### RECORDS SUPPLIED

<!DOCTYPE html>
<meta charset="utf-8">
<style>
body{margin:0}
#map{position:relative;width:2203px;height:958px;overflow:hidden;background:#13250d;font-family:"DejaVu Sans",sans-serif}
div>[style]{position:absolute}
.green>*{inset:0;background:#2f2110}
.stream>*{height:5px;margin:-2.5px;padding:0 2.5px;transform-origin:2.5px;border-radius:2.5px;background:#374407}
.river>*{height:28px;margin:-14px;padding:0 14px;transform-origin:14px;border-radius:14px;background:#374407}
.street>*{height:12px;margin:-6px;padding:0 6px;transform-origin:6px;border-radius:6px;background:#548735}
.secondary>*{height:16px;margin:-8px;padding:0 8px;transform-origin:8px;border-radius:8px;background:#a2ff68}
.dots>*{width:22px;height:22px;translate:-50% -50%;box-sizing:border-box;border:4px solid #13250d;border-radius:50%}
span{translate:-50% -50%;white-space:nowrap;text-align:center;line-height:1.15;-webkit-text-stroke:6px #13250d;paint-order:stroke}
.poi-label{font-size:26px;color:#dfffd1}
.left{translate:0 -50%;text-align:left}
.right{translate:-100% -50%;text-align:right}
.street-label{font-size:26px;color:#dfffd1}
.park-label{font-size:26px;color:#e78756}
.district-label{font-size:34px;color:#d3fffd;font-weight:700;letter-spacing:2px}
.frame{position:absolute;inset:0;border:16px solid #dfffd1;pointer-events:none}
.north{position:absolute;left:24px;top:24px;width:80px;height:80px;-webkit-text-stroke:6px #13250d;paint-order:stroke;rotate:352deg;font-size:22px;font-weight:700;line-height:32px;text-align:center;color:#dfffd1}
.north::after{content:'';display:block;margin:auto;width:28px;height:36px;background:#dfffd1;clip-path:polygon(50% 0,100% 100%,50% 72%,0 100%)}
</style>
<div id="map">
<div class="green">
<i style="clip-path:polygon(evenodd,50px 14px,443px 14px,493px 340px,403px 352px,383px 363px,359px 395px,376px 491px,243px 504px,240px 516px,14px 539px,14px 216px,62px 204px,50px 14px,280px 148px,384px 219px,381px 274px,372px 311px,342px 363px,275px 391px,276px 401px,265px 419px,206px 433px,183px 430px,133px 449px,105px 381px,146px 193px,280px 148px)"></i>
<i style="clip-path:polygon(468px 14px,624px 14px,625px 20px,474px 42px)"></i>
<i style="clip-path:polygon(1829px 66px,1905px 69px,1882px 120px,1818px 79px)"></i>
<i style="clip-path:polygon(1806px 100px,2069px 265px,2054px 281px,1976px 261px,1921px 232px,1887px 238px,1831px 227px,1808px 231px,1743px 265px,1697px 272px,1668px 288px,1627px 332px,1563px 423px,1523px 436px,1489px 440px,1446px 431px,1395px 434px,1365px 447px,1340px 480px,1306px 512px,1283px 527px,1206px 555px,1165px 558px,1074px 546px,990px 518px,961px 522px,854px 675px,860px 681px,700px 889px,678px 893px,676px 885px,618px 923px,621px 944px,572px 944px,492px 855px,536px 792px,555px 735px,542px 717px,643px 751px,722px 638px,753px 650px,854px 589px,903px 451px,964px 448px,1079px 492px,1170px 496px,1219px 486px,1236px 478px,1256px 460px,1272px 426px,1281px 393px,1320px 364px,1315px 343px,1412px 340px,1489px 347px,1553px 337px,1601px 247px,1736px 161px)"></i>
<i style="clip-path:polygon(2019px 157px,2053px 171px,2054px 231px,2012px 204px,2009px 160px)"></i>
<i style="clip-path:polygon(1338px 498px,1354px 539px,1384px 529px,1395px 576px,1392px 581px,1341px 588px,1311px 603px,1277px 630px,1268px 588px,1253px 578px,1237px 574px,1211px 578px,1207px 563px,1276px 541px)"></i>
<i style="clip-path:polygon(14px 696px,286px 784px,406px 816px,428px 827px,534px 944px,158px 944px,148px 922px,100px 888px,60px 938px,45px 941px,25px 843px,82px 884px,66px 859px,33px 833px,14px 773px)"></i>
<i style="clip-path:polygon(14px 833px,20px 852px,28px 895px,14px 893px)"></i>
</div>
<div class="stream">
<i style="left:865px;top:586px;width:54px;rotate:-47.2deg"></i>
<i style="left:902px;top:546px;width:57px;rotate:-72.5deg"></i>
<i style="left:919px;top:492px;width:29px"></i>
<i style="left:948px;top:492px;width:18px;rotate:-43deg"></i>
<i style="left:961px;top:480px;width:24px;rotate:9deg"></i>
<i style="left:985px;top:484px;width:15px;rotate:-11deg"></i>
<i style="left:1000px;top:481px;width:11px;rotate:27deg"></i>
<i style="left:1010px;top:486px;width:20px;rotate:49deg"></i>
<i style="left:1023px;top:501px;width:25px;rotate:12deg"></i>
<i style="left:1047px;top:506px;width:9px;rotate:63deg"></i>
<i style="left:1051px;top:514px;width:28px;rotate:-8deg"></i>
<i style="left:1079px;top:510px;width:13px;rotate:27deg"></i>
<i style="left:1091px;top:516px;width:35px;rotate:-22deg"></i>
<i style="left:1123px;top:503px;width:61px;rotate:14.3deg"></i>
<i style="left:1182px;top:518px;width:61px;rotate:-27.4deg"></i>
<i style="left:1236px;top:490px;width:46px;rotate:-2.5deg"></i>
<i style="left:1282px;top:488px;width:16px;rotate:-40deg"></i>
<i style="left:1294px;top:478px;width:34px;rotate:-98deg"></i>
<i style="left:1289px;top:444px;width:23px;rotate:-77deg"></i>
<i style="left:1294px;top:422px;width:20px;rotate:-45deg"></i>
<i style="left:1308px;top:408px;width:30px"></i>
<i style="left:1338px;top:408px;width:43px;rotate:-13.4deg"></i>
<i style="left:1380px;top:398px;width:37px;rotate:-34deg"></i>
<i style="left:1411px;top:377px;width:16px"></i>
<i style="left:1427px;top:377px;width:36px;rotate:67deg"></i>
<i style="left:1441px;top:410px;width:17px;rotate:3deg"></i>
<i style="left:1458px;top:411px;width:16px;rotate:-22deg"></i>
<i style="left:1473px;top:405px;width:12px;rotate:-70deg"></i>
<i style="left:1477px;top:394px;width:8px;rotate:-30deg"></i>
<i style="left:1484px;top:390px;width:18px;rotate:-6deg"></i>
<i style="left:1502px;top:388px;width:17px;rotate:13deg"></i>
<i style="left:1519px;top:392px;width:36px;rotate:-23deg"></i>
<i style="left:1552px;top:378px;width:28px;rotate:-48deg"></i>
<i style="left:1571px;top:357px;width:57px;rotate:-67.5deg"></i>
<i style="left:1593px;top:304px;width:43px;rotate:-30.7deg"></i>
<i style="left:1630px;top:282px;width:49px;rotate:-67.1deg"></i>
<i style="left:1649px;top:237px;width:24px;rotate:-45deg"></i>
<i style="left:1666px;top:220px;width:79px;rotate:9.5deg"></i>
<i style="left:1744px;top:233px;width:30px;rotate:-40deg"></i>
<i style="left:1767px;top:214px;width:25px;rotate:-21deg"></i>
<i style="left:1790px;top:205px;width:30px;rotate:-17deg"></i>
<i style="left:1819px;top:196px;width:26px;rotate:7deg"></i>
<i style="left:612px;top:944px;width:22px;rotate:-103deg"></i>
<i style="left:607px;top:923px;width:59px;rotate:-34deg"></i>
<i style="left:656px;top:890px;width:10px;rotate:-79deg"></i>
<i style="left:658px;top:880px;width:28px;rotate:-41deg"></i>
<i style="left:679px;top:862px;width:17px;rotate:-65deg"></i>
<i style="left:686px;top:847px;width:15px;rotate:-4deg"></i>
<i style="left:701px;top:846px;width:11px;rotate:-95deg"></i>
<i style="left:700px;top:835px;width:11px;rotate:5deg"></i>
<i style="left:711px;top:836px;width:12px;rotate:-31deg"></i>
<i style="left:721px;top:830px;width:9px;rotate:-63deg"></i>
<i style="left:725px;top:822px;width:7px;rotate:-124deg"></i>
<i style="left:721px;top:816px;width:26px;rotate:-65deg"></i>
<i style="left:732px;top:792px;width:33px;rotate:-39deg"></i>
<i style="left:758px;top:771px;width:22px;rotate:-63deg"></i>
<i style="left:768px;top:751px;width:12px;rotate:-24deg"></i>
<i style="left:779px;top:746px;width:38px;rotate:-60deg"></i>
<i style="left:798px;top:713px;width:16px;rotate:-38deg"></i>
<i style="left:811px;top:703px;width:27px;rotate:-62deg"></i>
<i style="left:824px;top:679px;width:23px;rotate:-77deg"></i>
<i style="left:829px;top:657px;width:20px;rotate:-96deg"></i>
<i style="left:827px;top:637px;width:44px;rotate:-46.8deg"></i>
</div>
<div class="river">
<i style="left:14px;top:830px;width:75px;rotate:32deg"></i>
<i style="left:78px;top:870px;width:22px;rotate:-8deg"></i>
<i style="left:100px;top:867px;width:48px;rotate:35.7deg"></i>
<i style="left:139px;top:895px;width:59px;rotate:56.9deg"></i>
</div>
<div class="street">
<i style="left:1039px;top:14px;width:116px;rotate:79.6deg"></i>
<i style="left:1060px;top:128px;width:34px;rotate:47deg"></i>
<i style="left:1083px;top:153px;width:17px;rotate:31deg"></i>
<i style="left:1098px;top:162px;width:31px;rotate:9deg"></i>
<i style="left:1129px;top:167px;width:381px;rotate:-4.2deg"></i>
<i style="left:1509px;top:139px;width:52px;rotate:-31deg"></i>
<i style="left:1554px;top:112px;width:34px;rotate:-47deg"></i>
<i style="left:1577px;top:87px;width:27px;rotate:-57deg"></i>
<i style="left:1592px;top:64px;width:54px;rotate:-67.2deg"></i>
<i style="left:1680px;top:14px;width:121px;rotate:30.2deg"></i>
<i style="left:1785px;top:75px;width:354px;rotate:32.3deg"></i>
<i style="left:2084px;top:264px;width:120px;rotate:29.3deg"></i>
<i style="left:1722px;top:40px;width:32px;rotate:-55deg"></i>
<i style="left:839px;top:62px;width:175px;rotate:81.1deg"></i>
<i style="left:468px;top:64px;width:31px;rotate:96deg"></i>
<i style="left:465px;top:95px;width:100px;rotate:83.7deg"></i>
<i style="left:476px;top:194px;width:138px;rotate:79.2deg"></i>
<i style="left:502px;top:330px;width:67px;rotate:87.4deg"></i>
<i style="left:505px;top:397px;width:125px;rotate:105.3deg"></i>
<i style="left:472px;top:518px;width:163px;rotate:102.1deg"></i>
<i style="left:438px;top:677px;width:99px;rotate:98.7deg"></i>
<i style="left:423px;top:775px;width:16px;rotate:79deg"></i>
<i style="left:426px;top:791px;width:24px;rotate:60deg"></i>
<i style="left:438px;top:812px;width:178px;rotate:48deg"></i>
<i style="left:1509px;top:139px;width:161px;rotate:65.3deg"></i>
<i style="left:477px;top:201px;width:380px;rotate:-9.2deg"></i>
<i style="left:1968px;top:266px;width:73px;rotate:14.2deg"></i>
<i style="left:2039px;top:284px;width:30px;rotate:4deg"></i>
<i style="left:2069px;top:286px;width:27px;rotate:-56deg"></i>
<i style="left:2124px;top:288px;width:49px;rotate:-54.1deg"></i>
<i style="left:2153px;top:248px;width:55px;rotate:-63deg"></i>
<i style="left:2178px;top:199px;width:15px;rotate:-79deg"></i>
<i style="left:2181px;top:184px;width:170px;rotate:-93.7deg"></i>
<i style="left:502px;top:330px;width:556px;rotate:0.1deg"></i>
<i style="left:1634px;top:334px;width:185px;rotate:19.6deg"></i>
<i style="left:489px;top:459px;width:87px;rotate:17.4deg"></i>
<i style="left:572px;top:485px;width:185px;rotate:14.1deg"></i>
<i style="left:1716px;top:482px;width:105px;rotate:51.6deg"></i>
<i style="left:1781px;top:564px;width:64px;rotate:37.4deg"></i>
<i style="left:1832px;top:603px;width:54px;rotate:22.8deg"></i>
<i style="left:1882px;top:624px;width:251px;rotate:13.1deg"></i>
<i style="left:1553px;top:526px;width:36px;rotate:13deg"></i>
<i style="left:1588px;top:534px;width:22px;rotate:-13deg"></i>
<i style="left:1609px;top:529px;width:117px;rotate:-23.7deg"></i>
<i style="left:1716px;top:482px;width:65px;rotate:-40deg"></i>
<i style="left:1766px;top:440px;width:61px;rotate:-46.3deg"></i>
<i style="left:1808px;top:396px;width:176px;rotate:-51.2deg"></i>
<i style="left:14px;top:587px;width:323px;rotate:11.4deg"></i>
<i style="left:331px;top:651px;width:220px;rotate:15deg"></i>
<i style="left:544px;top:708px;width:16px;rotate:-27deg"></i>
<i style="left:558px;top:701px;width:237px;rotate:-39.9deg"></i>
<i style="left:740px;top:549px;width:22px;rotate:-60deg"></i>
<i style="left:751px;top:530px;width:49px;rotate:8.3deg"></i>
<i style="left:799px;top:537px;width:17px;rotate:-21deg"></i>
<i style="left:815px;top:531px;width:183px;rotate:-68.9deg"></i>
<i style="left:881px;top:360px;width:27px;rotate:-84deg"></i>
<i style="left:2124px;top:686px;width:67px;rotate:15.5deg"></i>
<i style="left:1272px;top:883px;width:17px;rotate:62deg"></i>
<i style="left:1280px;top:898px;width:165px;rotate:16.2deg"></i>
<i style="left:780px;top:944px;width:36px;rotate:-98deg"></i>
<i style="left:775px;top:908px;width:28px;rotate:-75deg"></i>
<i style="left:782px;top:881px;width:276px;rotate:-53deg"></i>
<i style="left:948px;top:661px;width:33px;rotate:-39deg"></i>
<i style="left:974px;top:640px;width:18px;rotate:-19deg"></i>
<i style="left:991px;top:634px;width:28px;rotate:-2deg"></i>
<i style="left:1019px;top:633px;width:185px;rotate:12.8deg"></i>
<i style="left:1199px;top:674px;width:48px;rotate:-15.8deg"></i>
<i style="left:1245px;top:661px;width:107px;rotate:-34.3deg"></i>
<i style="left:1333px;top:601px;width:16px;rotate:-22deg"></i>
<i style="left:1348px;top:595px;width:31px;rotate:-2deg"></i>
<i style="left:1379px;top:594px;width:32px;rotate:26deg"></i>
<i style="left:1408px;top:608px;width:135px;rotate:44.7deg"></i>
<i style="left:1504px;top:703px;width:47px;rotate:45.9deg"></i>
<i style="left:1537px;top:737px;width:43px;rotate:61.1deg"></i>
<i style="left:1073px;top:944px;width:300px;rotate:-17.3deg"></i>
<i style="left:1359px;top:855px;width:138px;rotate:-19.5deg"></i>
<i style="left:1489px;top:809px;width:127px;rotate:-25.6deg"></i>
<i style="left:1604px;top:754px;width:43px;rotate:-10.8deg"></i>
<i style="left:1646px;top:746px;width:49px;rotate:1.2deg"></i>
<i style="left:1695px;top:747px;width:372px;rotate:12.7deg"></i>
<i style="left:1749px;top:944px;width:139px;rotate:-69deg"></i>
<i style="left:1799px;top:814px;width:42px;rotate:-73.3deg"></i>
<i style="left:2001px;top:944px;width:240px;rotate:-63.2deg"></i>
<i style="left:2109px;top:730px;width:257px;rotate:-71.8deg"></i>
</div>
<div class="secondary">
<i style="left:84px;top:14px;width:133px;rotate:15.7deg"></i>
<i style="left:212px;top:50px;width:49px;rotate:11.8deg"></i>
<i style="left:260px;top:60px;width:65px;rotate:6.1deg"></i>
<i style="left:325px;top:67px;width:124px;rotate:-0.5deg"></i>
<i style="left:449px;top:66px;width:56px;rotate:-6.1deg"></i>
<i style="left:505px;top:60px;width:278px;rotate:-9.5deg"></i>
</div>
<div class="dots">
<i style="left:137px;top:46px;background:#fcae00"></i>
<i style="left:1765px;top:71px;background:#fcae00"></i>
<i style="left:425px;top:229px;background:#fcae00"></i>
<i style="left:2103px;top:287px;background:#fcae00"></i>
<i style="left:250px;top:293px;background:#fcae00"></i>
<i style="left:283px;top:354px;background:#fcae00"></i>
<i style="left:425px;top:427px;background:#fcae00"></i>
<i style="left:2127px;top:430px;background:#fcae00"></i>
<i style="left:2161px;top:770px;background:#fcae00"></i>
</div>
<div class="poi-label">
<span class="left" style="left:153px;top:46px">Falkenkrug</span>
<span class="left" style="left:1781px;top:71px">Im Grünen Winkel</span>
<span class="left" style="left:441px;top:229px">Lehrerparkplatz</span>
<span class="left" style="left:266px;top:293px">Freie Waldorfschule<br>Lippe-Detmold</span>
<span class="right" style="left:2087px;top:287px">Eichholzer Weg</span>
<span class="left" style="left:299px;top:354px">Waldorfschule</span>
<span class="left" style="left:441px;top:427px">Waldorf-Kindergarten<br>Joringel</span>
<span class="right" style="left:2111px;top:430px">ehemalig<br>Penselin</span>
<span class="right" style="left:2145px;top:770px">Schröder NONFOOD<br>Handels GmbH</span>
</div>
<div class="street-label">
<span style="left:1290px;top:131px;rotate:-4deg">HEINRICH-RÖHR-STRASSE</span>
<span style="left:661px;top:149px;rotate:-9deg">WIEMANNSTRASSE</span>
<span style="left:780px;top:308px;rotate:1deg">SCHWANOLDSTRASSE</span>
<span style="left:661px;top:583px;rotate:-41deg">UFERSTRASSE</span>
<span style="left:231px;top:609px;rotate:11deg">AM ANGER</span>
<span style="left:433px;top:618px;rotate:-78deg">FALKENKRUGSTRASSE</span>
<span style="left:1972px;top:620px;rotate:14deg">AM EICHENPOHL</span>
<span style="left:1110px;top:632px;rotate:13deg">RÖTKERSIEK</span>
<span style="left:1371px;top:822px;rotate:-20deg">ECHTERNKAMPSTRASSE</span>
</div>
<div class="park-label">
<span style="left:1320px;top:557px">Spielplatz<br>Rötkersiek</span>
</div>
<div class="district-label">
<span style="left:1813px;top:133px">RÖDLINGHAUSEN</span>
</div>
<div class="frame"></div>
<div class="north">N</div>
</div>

######

ASSIGNMENT> Find each line above with the string "stream", then report how many there are. Write only the number.

OUTPUT BELOW> 2